Stoeber gave it to the town, and in turn Cawker City has turned the ever-expanding sphere into an internationally known tourist attraction, a staple of guidebooks and a media darling that's drawn much attention lately from the likes of Newsweek and People magazines.

The ball is always open for viewing and people have visited at odd hours, according to comments in a guest book tucked in a mailbox at the site.

"It was the coolest thing I ever saw," Zach wrote. "We drove from Grand Island, Neb., at 11 p.m., just to see the giant ball of twine."

Last summer a Dallas family noted that they come every summer to photograph their children in front of the ball, kind of a roadside growth chart.

The ball grows, too, thanks to the town's annual Twine-a-thon every August. On that day, anyone who wants to can add twine to the ball.

Olson moved to Cawker City from Concordia more than a year ago when her husband became pastor of the United Methodist churches in Cawker City and nearby Glen Elder. Olson, who earned an art education degree from Kansas State University, left behind a job teaching elementary school art.

In Cawker City she opened a studio and gallery in an old blacksmith's building downtown. The white walls are decorated with her paintings, mixed-media collages and colorful bowls crafted from papier-mâché.

Her painting of Frank Lloyd Wright's famous Falling Water house in Pennsylvania sits unfinished on an easel. A boulder in the stream below looks suspiciously like a brown ball of twine.

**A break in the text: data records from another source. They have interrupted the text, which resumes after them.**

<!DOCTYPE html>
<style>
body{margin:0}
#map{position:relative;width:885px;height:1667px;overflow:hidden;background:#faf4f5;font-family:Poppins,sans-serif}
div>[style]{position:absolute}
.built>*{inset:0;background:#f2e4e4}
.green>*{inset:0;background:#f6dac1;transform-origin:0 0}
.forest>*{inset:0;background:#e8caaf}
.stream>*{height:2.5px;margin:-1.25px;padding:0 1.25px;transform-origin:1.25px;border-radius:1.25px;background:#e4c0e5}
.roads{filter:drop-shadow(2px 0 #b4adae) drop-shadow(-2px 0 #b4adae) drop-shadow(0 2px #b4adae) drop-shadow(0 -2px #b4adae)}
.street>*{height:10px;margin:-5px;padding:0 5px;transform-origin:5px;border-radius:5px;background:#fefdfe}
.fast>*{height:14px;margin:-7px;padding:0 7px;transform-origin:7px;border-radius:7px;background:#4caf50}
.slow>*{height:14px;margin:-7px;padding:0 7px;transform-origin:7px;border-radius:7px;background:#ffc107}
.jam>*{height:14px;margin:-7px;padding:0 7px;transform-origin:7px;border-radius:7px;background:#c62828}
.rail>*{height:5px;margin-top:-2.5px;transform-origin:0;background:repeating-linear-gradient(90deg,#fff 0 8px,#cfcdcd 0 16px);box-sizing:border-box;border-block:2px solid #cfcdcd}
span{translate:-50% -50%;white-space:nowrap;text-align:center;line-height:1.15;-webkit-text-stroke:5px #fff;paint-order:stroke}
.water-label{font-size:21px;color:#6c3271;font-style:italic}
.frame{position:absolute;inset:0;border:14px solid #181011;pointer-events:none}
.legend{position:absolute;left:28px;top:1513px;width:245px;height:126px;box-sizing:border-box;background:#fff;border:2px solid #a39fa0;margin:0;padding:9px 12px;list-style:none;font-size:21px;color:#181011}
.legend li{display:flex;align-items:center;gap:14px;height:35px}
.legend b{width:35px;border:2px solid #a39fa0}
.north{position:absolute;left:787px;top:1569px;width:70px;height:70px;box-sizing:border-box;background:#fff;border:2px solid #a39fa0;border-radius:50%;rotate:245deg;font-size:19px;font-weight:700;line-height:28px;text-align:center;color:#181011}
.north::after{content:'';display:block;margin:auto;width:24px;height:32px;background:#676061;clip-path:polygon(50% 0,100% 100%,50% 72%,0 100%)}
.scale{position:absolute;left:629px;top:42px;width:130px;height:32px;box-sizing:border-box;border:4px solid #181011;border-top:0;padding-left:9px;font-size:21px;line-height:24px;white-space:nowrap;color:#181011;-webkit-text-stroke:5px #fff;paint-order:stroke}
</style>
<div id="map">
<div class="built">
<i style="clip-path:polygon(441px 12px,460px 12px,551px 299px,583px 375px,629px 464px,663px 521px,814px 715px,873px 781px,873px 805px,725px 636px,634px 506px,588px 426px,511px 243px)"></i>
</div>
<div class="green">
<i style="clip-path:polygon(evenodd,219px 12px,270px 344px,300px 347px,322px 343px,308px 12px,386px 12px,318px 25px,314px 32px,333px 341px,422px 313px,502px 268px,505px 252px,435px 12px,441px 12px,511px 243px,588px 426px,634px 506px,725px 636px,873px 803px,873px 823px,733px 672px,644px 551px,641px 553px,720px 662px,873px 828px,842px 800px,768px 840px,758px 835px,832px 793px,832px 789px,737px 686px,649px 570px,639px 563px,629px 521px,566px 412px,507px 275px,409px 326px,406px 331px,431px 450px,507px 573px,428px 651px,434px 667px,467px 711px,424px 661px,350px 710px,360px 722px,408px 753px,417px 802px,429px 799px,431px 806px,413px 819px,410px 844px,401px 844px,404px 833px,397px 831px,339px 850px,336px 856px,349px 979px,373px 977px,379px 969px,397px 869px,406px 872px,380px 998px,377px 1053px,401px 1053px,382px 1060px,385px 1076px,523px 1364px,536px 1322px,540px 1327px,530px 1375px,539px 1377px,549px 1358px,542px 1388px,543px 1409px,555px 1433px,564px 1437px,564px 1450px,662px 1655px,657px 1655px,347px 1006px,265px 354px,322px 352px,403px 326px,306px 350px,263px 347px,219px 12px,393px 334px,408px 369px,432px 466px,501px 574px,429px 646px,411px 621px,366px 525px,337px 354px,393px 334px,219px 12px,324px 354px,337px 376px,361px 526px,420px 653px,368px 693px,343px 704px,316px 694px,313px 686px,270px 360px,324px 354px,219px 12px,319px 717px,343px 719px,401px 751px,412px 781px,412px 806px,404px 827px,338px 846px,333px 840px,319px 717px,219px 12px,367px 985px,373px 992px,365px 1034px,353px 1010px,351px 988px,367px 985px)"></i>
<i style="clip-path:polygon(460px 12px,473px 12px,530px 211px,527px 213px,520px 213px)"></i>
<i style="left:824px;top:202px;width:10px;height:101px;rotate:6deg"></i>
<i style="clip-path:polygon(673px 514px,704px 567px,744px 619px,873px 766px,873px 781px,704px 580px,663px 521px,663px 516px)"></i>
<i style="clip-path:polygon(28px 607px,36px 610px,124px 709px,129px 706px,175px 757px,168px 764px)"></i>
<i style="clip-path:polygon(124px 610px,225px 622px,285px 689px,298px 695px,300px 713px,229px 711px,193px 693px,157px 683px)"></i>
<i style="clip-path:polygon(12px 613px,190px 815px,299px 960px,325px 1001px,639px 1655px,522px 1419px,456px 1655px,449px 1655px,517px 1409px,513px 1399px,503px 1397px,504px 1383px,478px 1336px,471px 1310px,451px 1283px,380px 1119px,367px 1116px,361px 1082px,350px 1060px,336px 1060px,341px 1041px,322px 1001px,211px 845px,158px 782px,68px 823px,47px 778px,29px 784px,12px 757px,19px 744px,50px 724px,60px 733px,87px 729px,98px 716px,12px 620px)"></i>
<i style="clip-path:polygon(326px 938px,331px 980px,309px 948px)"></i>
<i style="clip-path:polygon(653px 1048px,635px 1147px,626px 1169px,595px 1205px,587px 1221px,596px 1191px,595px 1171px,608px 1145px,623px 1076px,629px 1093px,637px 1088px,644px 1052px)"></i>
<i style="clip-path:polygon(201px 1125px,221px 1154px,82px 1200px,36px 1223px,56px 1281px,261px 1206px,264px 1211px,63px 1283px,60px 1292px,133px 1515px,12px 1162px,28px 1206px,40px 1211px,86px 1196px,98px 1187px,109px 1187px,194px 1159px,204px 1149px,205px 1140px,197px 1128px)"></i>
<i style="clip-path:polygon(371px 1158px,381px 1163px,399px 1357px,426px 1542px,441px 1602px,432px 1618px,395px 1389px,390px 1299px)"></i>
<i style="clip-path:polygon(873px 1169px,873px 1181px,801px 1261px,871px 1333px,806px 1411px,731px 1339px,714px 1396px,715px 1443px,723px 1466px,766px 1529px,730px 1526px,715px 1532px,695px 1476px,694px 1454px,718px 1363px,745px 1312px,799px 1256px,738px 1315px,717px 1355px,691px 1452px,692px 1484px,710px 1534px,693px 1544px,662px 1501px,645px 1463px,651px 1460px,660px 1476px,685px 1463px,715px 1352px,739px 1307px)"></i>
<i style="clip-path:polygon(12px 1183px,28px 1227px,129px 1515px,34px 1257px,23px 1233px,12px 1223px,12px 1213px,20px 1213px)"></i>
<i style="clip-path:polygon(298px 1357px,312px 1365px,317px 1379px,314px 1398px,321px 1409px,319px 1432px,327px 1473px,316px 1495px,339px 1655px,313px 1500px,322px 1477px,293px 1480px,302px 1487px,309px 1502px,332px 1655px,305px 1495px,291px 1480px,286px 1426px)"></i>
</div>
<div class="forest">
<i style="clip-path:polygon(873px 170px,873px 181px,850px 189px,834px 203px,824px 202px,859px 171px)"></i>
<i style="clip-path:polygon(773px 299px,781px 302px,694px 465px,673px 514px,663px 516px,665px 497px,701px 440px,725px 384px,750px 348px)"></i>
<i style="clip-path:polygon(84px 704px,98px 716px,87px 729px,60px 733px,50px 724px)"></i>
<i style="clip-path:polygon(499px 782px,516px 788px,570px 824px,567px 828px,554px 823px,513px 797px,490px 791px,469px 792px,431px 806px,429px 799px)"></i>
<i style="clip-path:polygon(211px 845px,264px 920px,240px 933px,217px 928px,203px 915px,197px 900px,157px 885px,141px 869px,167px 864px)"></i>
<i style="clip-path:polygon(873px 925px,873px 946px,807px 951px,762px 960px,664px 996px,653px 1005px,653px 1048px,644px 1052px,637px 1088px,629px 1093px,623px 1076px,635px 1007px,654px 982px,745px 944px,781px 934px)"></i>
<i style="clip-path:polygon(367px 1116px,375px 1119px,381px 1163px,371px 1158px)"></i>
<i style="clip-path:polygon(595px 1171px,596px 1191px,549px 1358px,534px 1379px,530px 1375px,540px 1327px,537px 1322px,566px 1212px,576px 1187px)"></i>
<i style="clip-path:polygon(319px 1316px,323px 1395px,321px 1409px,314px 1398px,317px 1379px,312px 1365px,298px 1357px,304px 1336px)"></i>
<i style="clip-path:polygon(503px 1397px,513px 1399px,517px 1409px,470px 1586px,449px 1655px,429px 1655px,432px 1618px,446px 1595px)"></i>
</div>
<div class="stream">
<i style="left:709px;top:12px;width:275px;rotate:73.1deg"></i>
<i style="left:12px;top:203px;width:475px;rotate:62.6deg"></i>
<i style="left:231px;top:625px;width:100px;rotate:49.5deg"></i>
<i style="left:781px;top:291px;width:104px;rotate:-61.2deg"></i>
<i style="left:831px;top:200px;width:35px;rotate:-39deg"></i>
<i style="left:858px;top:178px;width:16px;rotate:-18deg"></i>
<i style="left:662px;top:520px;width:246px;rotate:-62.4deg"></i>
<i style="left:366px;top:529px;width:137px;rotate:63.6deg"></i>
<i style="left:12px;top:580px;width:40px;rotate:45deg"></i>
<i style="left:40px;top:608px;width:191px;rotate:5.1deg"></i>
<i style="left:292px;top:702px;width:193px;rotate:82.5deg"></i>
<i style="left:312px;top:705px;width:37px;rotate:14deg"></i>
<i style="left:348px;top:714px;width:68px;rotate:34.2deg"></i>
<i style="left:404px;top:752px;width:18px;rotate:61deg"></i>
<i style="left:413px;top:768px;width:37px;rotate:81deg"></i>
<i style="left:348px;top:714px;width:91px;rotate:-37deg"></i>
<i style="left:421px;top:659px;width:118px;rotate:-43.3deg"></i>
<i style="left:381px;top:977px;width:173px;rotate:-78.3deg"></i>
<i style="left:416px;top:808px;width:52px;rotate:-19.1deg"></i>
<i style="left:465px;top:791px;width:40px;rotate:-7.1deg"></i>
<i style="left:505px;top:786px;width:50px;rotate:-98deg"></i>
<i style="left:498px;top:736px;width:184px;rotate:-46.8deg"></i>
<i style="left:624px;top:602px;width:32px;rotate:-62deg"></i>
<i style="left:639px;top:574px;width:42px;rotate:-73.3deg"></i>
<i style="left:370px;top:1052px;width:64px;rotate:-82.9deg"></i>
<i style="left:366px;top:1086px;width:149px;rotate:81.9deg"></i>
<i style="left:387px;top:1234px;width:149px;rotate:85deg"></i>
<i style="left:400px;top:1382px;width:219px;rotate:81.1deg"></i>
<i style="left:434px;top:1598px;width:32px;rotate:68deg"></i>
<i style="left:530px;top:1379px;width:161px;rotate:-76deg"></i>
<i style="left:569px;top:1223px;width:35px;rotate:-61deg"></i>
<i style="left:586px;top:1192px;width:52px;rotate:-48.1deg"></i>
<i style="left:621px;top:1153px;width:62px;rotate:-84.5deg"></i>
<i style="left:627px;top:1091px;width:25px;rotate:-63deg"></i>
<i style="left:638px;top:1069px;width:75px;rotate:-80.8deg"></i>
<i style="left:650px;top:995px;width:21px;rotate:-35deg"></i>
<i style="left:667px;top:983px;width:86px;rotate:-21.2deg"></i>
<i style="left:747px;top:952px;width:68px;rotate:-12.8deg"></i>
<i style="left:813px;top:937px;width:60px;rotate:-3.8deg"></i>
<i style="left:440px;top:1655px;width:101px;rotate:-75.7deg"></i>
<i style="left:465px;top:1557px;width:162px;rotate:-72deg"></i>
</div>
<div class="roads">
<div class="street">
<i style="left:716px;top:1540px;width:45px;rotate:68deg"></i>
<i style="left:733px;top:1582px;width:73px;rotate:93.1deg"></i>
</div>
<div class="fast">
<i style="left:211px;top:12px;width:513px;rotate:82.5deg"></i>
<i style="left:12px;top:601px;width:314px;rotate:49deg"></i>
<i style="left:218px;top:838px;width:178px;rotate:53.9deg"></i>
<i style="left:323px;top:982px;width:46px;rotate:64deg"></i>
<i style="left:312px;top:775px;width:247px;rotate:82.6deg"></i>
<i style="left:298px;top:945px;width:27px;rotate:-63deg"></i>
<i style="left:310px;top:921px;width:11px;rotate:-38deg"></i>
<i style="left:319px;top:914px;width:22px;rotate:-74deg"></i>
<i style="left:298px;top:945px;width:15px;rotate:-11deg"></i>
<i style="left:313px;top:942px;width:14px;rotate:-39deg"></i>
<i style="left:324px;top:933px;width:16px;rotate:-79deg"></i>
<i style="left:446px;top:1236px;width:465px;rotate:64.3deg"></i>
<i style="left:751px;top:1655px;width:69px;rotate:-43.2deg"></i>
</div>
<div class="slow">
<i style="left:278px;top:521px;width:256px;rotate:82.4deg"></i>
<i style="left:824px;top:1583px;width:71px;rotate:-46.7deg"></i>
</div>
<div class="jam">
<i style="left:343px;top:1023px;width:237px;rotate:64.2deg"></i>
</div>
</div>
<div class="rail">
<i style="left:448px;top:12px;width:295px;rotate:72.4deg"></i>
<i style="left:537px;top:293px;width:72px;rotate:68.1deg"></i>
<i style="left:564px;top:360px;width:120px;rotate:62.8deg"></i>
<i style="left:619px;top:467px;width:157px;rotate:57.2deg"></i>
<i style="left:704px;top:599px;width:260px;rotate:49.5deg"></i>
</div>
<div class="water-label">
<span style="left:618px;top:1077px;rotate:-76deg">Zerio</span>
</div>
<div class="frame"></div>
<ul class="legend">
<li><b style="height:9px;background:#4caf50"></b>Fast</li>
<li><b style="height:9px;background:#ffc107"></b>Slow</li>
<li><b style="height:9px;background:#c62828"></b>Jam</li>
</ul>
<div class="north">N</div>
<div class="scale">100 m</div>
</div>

When Olson was asked to think of ways to bring people to town, she and her tourism committee — Linda Clover, the ball's caretaker, and businesswoman Lottie Herod — decided to play up everything positive about the town.

That meant the big ball.

The idea of re-creating masterpieces came one day while Olson sat outside her studio. "I think the good Lord just popped that idea in my head," she says.

She thought a community art project might be a leap of faith for the residents of a small town, but so far the effort has been financed by private donations; Olson, too, has contributed her hours.

She didn't create her paintings to woo art critics. "I'm just trying to paint them so that they are somewhat recognizable, so that tourists driving through town can say, 'Oh yeah, that is the Mona Lisa.' They're not perfect in any way," she says.

She knew better than to display a completely nude David, so she added the twine ball to cover "anything that I felt the good Lord might want me to hide."

The artist in her balked at the censorship. But the minister's wife in her caved in. And David came down.

"I miss David," says Joni Frasier, owner of the Cut Above salon, where David resided until he was banished. In his place Olson put up a painting of the Statue of Liberty, holding a ball of twine. "People would laugh and honk and point," Frasier recalls. "There was a bit of humor with it."

And that, in the end, is exactly the point. People are having a ball in Cawker City.